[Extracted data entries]
*** Begin section ***

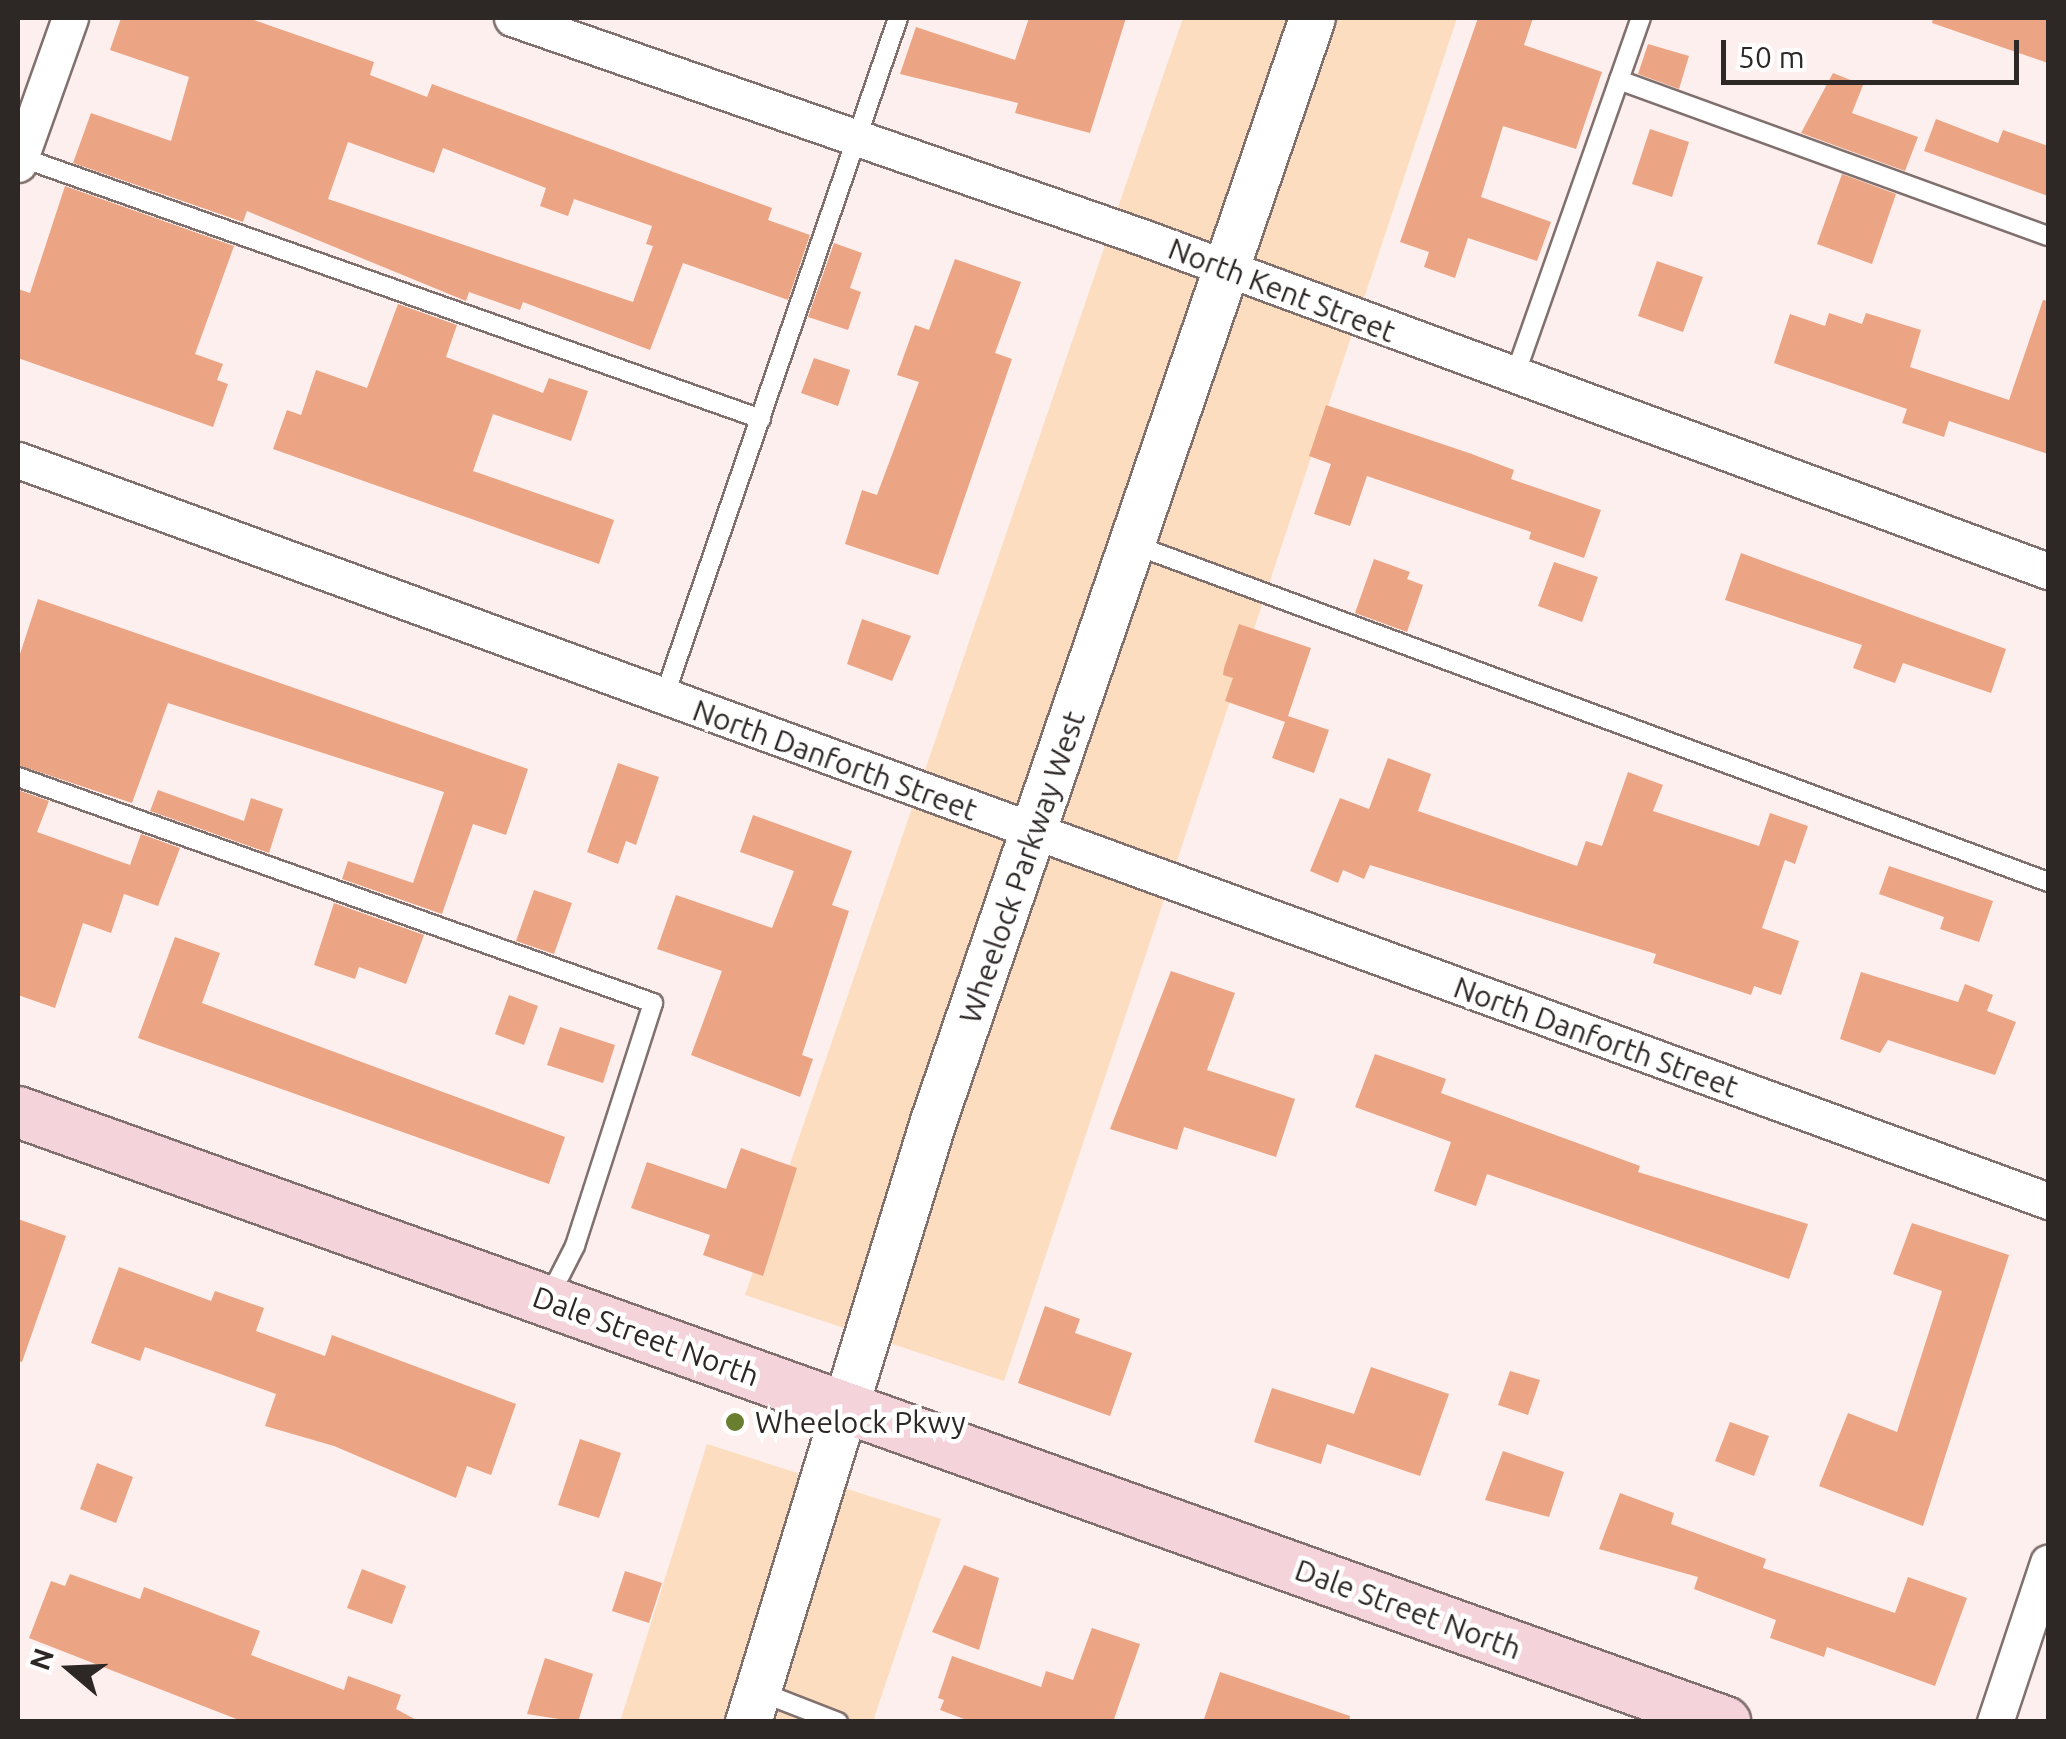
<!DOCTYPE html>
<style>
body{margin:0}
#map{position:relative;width:2066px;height:1739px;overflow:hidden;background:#fdefed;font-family:Ubuntu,sans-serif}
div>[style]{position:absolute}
.green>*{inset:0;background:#fcddbf}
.building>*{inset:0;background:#eca584}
.roads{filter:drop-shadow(2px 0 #80716f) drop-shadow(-2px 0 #80716f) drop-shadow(0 2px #80716f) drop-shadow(0 -2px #80716f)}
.service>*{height:18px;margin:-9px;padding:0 9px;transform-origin:9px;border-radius:9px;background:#fff}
.minor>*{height:35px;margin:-17.5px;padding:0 17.5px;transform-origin:17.5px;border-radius:17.5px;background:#fff}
.tertiary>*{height:45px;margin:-22.5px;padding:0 22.5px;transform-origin:22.5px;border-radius:22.5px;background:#fff}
.secondary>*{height:50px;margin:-25px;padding:0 25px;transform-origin:25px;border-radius:25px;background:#f5d3db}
.dots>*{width:28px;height:28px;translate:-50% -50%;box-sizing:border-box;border:5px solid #fff;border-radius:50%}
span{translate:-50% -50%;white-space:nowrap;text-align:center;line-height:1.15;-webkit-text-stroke:9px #fff;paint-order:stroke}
.street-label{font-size:30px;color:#2d2726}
.poi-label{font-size:30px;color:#2d2726}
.left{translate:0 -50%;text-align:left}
.frame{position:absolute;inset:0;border:20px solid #2d2726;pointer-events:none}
.north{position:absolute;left:20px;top:1619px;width:100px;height:100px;-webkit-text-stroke:8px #fff;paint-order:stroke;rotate:289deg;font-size:28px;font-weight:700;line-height:40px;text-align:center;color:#2d2726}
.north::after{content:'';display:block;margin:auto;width:35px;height:45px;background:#2d2726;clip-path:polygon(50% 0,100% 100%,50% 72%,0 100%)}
.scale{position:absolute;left:1721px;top:40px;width:298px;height:45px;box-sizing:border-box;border:5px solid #2d2726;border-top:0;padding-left:12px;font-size:30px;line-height:35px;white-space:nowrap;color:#2d2726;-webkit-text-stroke:8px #fff;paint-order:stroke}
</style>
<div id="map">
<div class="green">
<div style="clip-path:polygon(1183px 18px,1457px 18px,1004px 1381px,745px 1295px)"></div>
<div style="clip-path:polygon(707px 1444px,941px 1519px,873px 1721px,620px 1722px)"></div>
</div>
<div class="building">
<div style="clip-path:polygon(evenodd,121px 18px,248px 18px,374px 62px,370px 75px,427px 97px,432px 84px,772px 208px,768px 220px,810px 235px,788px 300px,683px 263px,650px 350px,523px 302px,520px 310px,469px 292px,466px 301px,247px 211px,243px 222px,73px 163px,91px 113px,171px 141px,189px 77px,110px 50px,121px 18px,348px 142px,434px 173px,443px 148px,546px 188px,540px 206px,568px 216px,574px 199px,652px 226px,646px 244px,653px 246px,633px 302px,328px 199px,348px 142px)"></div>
<div style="clip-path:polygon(1029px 18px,1126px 18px,1090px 133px,1015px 113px,1018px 103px,900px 74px,916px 27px,1015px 60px)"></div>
<div style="clip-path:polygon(1478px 18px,1533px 18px,1524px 45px,1602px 72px,1576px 149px,1503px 126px,1481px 197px,1551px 222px,1537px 261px,1468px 238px,1455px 278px,1424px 267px,1429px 252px,1400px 242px)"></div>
<div style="clip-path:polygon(1933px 18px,2048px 18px,2048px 63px,1932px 23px)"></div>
<div style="clip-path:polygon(1648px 44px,1689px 56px,1679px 89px,1638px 74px)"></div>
<div style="clip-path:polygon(1833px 73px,1863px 85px,1852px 113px,1918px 137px,1905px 171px,1801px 133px)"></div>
<div style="clip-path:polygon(1936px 119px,1998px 143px,2003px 130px,2048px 146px,2048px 196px,1924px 151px)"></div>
<div style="clip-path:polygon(1650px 129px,1689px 142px,1672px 197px,1632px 184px)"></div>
<div style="clip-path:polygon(1842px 174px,1896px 194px,1872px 264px,1817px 244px)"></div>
<div style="clip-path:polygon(65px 186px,234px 246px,195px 354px,223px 364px,217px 380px,228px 384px,213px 427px,18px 358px,18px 289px,30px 293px)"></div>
<div style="clip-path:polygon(834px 243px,862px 253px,850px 288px,861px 292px,848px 330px,808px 317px)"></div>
<div style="clip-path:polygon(955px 259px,1021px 282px,995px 353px,1012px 359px,938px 575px,845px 544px,862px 490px,877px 495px,919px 382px,897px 375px,915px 325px,929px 330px)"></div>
<div style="clip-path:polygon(1657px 261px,1703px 277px,1683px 332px,1638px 316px)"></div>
<div style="clip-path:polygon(2043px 300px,2048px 301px,2048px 454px,1949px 421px,1944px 437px,1902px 423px,1907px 409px,1774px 363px,1790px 314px,1825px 326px,1829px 313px,1862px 324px,1866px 313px,1921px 330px,1910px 367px,2009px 400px)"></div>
<div style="clip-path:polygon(398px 304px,457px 325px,446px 357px,543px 393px,549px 378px,588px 391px,571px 441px,493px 414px,473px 471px,614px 520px,599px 564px,273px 449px,287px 410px,301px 415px,316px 370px,367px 388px)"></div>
<div style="clip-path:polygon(814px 358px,850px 370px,838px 406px,801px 393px)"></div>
<div style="clip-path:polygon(1326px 405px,1469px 453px,1514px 470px,1511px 479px,1601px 510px,1584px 558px,1529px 539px,1531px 532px,1367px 476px,1350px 526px,1314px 514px,1331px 464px,1309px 456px)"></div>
<div style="clip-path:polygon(1741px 553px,2006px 649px,1991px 693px,1903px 663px,1895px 683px,1853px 668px,1862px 645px,1725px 600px)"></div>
<div style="clip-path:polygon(1374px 559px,1410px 572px,1407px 579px,1423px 585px,1407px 632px,1355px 613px)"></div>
<div style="clip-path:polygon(1554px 562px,1598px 577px,1582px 622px,1538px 606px)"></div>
<div style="clip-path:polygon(38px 599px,528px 769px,506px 835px,473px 824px,442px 914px,342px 879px,348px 861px,413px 883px,444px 792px,168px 703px,132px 803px,18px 765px,18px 660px)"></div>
<div style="clip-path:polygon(862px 619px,911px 636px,892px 681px,847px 664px)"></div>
<div style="clip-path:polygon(1239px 624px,1311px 648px,1288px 716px,1329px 730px,1314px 773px,1272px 758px,1285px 722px,1225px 701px,1233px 678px,1223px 675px,1224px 668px)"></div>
<div style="clip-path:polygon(1388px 758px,1431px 774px,1418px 811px,1577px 866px,1586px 841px,1602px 846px,1628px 772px,1663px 785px,1653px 811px,1759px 846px,1770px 813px,1808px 826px,1795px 864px,1785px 860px,1762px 928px,1799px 941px,1781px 995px,1754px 986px,1751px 995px,1653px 963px,1656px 954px,1370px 865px,1364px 879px,1343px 870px,1338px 883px,1310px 871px,1340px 798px,1369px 809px)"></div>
<div style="clip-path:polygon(618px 763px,659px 777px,636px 845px,626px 841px,618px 864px,587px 852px)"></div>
<div style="clip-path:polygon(18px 790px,49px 801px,37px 832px,130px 865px,141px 834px,180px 848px,158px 906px,124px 894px,111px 933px,83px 923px,55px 1008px,18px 995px)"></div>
<div style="clip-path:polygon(158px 790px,244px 821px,251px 798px,283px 809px,269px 853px,150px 811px)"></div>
<div style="clip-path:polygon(753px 815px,852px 851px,832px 905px,849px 911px,802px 1055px,813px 1059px,800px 1097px,691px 1055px,722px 971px,657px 949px,676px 895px,772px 928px,794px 871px,740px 852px)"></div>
<div style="clip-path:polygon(1889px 866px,1993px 901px,1979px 942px,1940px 929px,1944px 917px,1879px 894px)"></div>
<div style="clip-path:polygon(534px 890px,572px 903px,554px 954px,516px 941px)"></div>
<div style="clip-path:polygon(334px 903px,424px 935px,406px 984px,359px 967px,355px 979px,314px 965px)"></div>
<div style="clip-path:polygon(175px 937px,220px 953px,202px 1003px,565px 1137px,549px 1184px,138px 1038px)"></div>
<div style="clip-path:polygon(1171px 971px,1235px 993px,1207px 1070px,1295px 1099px,1276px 1157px,1184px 1127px,1177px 1150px,1110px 1129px)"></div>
<div style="clip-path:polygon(1861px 972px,1958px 1002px,1965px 984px,1993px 995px,1987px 1011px,2016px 1022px,1995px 1075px,1888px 1040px,1880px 1053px,1840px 1039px)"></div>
<div style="clip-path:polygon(509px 995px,538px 1006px,524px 1045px,495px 1034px)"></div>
<div style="clip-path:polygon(560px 1027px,615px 1045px,603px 1083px,547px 1065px)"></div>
<div style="clip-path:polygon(1375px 1054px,1446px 1079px,1441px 1093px,1640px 1166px,1638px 1172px,1808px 1224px,1789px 1279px,1487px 1174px,1476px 1206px,1434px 1191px,1451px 1142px,1355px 1107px)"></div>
<div style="clip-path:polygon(741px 1148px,797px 1168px,763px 1276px,703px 1255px,710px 1235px,631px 1208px,647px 1162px,726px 1189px)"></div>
<div style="clip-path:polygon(18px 1219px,66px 1236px,22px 1362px,18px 1361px)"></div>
<div style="clip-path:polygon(1912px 1223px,2009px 1255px,1923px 1526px,1819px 1486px,1848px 1413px,1897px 1432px,1942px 1291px,1893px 1274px)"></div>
<div style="clip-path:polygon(119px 1267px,211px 1301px,215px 1291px,264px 1308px,256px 1331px,325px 1356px,332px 1335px,516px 1404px,491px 1475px,467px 1466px,456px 1498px,334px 1446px,265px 1426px,276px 1394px,145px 1347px,140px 1361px,91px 1343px)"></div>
<div style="clip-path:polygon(1045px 1306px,1080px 1319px,1075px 1333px,1132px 1353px,1110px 1416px,1018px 1383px)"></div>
<div style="clip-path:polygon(1371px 1367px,1449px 1394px,1420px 1476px,1327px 1444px,1321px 1464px,1254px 1442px,1272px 1388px,1354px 1414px)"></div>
<div style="clip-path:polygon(1510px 1371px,1540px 1380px,1528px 1415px,1498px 1405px)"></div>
<div style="clip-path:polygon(1730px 1422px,1769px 1436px,1754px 1476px,1715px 1461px)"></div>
<div style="clip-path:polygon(580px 1439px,621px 1453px,599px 1518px,558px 1505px)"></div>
<div style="clip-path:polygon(1503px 1451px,1564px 1472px,1549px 1517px,1485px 1500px)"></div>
<div style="clip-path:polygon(97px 1463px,133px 1477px,116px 1523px,80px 1509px)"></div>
<div style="clip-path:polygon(1620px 1493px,1674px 1513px,1671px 1524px,1766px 1559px,1763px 1568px,1895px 1613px,1908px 1577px,1967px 1598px,1935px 1686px,1827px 1647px,1824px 1657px,1770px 1638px,1776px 1620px,1694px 1589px,1698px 1577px,1599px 1549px)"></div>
<div style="clip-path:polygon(964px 1565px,999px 1578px,979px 1650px,932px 1632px)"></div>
<div style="clip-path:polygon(362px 1569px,406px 1586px,392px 1624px,347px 1608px)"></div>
<div style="clip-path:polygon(625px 1571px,662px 1583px,649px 1623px,612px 1611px)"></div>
<div style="clip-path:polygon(70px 1574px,140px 1599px,144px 1587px,260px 1631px,251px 1655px,344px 1690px,348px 1676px,401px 1695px,396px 1709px,420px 1722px,244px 1722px,29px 1638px,51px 1581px,65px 1586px)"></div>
<div style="clip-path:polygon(1092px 1628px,1140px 1644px,1113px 1722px,972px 1722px,940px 1710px,944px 1700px,938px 1698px,952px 1656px,1041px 1687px,1046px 1671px,1073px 1680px)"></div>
<div style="clip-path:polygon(545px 1658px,593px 1674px,578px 1722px,527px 1714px)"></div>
<div style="clip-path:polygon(1220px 1672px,1350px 1716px,1349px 1722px,1203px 1722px)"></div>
</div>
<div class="roads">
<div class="service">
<div style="left:1619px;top:80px;width:456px;rotate:20deg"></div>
<div style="left:20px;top:157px;width:786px;rotate:19.47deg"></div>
<div style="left:1514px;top:378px;width:382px;rotate:-70.6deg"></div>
<div style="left:1132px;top:544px;width:976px;rotate:20.25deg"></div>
<div style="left:664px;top:697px;width:718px;rotate:-70.98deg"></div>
<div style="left:18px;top:777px;width:674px;rotate:19.59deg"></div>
<div style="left:653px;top:1003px;width:255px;rotate:107.8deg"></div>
<div style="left:575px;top:1246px;width:59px;rotate:117deg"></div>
<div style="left:758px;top:1691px;width:86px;rotate:21.2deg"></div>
</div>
<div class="minor">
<div style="left:512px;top:18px;width:667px;rotate:19.17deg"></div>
<div style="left:1142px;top:237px;width:966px;rotate:20.24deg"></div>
<div style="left:18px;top:164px;width:155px;rotate:-70.4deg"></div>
<div style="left:18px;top:460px;width:2161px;rotate:20.05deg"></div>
<div style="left:1995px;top:1722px;width:168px;rotate:-71.6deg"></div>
</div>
<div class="tertiary">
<div style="left:748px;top:1722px;width:629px;rotate:-72.89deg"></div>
<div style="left:933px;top:1121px;width:1166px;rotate:-71.04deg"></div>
</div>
<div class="secondary">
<div style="left:18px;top:1112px;width:1813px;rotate:19.66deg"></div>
</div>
</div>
<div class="dots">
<div style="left:735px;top:1422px;background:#697e2f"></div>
</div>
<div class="street-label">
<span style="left:1282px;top:290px;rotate:21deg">North Kent Street</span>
<span style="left:835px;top:760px;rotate:20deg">North Danforth Street</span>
<span style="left:1022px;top:867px;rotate:-71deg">Wheelock Parkway West</span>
<span style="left:1596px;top:1037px;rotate:20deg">North Danforth Street</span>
<span style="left:646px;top:1336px;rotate:20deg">Dale Street North</span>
<span style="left:1408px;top:1609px;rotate:20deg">Dale Street North</span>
</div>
<div class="poi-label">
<span class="left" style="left:755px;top:1422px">Wheelock Pkwy</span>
</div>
<div class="frame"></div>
<div class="north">N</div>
<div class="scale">50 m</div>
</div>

*** End section ***

Copy exactly, and copy nothing else: the lines from the start of the data above through the line that holds "0 #80716f) drop-shadow(-2px". The pictures stay out.

<!DOCTYPE html>
<style>
body{margin:0}
#map{position:relative;width:2066px;height:1739px;overflow:hidden;background:#fdefed;font-family:Ubuntu,sans-serif}
div>[style]{position:absolute}
.green>*{inset:0;background:#fcddbf}
.building>*{inset:0;background:#eca584}
.roads{filter:drop-shadow(2px 0 #80716f) drop-shadow(-2px 0 #80716f) drop-shadow(0 2px #80716f) drop-shadow(0 -2px #80716f)}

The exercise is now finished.